There’s something primal, skillful and undeniably enjoyable about hunting. Weapons are integral elements of a hunter’s repertoire, so to get a perspective on hunting knives, the Cutting Edge spoke with Lisa Jane, better known as the Writing Huntress. Lisa loves hunting, has a writing degree from Niagara University and runs a fantastic blog about her hunting experiences called Hunt Like You’re Hungry, which I highly recommend you check out.
Here’s part of our interview with Lisa.
What do you love about hunting?
I adore the way an opaque stretch of woods magically turns into a different world after sunrise. I love the adrenaline rush that accompanies the sudden appearance of a strutting tom, an elusive deer or highflying duck. I esteem the sense of camaraderie of hunters, the way a community can be formed and held fast simply because the members live to hunt. Most of all, I love hunting because the feeling of providing food to my dinner table is unsurpassed.
What do you hunt?
I hunt anything I can legally kill in legal North Carolinian seasons. Currently, we’re in archery season for deer, which has been unfruitful thus far. I kill deer, duck, goose, and soon to be bear! I’ll try anything twice so let me know what else I should be hunting!
How important is it to have a knife while you’re on the hunt?
Knives are as important as guns or bows during a hunt for many reasons, but the main reason is field dressing. Without a proper knife, especially in North Carolina early seasons, meat can spoil and innards may rupture. Besides field dressing, knives are used constantly, whether they’re needed cutting camo netting for a blind, hewing small branches for a shot lane or for emergencies.
What are the traits of a good hunting knife?
The key characteristic of a good hunting knife is durability. The knife needs to be able to last many seasons, without falling apart in a deer’s belly or getting lodged in a tree. Also, a great blade that can last many sharpenings without losing its razor-esque qualities is absolutely necessary. Personally, I would love a knife that cannot be lost. For some odd reason, I have lost both knives that I had owned previously and adored. If a company can create an ever-lasting, misplace-resistant knife, do let me know!
What advice would you give someone who’s thinking about buying a hunting knife?
I would advise the person to evaluate what kind of game he or she is buying the knife for. If you’re stalking large game, a small knife intended for rodent dressing will not be practical. Also, knowing what type of game will determine the style of knife. Will you want to cut cleanly through the hide or roughly get through layers of muscle and tissue? Do you need a hooked knife for waterfowl dressing? Personally, I am a big supporter of camo knives and those with non-slip handles. While the latter may be extremely practical, the first may be the primary reason why I can never find my knives once they’re lost.
What do you think is the best hunting knives?

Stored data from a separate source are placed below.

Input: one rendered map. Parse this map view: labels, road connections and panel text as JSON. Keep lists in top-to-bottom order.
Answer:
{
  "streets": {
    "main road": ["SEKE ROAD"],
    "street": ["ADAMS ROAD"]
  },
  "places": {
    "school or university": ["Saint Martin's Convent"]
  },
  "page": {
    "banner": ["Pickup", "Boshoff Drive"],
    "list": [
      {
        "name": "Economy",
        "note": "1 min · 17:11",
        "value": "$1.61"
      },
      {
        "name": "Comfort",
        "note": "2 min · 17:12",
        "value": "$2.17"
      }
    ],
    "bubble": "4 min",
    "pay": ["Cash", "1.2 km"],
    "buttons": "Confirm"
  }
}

Mike, my partner in crime, carries a Kershaw Ken Onion Leek, which he states is the “best knife I’ve ever owned.” I have used it for field dressing and I can’t disagree. The knife works extremely well for its size, consistently keeps a sharp edge and the assisted opening is extraordinarily advantageous when one needs a blade in a pinch.
There is also a knife that sits atop my bookcase. It never sees action anymore, but I’m sure it skinned its fair share of animals when my granddad wielded it. The box smells old and the pamphlets within tell a hunting tale that speaks to an era far surpassed. The knife, for all the years it has seen, still functions wonderfully. Maybe that is what should be searched for, a knife that exhibits all of the long-lasting, hardworking technologies of yore.